Il direttore scientifico dell’Idi-Irccs di Roma è infine categorico sul tema relativo alle percentuali di guarigione. “Non possiamo dare le percentuali: sono quanto di più fuorviante esista per i pazienti oncologici, perchè si riferiscono normalmente a quella che è una mediana di sopravvivenza, riferita a un anno, due anni, cinque anni, dieci anni e così via. Questo, però, ci dice solamente che metà dei pazienti morirà prima di quella data e metà morirà dopo. Il paziente che abbiamo di fronte non ha interesse ai dati statistici ma a quella che sarà la sua vita nell’immediato futuro e in un futuro più lungo. Ecco perchè sono sempre restio a fornire percentuali, sono quanto di più ingannevole noi possiamo comunicare a un paziente”.
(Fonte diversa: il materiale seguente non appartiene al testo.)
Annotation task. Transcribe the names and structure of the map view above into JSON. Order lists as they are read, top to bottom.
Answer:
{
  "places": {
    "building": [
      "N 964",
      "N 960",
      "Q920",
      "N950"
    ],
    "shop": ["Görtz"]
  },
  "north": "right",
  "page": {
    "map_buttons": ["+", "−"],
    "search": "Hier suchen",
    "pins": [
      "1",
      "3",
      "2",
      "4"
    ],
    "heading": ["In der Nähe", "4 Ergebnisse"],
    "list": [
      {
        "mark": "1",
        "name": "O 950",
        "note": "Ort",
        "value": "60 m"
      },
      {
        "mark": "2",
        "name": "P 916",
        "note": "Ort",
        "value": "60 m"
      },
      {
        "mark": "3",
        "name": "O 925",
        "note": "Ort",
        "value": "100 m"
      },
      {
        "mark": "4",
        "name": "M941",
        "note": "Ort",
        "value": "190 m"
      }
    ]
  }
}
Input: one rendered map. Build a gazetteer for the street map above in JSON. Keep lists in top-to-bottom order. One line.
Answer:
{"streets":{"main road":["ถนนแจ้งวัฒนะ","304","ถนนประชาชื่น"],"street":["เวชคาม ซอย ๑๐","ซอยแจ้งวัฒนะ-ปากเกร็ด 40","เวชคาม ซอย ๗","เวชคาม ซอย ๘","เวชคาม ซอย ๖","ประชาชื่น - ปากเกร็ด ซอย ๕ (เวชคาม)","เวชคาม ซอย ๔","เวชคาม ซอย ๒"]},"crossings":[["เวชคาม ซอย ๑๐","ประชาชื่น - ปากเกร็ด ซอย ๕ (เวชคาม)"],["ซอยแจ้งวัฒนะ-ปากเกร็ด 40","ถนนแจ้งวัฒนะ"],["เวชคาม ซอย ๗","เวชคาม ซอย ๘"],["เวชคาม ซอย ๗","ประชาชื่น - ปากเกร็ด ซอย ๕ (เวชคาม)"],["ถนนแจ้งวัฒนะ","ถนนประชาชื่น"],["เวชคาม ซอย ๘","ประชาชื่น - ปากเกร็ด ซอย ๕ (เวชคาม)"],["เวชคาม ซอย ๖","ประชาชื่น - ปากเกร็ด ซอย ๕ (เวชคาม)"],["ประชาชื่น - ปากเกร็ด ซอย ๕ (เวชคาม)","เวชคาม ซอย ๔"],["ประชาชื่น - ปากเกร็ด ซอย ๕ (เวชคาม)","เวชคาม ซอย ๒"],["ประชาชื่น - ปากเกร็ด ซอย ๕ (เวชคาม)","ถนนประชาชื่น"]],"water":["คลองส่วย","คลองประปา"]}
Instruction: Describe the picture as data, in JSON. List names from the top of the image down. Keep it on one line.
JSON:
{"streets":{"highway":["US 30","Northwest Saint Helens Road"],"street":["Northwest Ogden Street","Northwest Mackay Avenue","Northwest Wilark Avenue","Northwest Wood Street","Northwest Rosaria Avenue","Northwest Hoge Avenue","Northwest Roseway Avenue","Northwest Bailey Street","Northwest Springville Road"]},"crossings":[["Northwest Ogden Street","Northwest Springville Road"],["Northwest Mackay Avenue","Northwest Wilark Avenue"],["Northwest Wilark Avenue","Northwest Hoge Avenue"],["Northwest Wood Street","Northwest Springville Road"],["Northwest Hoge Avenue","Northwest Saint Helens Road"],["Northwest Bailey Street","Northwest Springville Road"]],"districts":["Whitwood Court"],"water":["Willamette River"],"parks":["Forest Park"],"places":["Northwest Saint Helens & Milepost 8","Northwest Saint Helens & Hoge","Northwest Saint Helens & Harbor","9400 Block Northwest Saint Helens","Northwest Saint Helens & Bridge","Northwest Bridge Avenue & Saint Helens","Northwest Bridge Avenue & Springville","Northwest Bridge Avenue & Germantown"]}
“Se io adesso dicessi che il 95% dei pazienti con angiosarcoma guarisce e poi, purtroppo, il paziente che abbiamo di fronte invece fa parte del 5% che muore, si sentirebbe ancora più ingannato dai numeri. E questo accadrebbe anche viceversa: se dicessi che il 95% muore e poi il paziente rientra in quel 5% che guarisce, sicuramente sapere che gli altri non ce l’hanno fatta gli potrà dispiacere da un punto di vista umano, ma certamente non rappresenterà un limite per lui. Quindi- conclude Marchetti- i numeri, le percentuali, in genere, ci aiutano poco e nei pazienti oncologici sono solo fonte di confusione o di immeritata disperazione”.